(Stored items from a collection)
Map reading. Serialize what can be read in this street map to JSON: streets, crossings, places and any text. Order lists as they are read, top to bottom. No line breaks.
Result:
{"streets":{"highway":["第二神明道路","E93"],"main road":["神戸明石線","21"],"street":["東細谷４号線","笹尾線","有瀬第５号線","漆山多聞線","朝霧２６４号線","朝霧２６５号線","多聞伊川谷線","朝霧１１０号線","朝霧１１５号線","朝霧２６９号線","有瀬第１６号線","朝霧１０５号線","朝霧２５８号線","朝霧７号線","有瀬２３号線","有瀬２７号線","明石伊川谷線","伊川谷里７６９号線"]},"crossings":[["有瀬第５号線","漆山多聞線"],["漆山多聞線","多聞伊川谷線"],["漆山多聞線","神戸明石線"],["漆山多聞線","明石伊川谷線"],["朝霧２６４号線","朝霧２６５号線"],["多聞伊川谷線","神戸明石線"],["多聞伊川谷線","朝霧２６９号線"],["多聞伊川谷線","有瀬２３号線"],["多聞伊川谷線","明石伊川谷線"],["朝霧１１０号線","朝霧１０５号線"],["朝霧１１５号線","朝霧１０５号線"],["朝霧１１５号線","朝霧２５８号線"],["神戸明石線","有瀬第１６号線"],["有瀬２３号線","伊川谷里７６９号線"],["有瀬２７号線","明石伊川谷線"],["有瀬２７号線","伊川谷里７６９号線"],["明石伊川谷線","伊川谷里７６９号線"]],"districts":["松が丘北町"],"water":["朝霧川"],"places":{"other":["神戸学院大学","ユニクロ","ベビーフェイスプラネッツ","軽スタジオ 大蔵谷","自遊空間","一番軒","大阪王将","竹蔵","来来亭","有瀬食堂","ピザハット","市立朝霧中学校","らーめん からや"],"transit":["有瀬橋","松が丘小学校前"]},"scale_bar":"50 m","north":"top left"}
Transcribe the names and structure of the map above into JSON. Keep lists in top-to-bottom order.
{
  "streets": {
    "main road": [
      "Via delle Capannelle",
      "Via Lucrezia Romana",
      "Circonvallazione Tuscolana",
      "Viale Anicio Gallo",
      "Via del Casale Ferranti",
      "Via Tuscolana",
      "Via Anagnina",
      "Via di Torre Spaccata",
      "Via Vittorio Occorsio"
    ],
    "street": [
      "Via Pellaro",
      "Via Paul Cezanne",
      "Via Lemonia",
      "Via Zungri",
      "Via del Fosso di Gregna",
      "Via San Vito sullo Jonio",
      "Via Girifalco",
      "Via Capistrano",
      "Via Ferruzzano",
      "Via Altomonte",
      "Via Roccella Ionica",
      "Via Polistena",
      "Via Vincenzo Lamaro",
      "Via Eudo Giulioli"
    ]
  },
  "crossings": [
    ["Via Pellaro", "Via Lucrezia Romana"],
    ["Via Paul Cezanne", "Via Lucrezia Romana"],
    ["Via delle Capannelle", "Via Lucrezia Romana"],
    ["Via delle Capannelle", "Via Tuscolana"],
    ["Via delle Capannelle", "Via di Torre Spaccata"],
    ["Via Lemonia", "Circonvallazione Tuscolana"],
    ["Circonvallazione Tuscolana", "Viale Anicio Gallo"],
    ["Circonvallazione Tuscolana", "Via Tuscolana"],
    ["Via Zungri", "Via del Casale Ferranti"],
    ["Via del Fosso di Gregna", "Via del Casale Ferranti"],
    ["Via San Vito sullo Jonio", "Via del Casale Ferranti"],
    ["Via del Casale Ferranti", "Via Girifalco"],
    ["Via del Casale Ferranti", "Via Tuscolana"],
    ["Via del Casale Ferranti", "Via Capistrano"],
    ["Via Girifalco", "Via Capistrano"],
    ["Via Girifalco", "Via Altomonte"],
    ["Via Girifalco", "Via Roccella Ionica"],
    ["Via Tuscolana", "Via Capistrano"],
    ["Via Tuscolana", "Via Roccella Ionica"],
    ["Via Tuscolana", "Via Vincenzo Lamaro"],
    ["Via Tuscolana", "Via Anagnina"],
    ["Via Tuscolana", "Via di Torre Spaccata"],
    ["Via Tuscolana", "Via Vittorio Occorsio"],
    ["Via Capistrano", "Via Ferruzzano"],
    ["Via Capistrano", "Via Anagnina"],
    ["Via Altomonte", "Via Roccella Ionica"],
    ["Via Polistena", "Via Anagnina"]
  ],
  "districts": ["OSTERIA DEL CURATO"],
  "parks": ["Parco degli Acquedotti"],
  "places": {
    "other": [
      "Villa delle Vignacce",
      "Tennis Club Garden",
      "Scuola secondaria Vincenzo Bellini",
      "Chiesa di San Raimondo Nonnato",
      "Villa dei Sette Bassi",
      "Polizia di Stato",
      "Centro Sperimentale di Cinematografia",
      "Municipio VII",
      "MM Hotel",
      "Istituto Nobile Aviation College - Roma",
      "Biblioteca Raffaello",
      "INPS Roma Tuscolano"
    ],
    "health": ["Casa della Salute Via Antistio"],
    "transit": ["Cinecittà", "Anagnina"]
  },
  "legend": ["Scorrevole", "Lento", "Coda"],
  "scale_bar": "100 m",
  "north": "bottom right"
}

• _Work to be completed_
Across the records, count the lines holding the string "Polistena". Give the number and stop.

• _Answer to the exercise_
2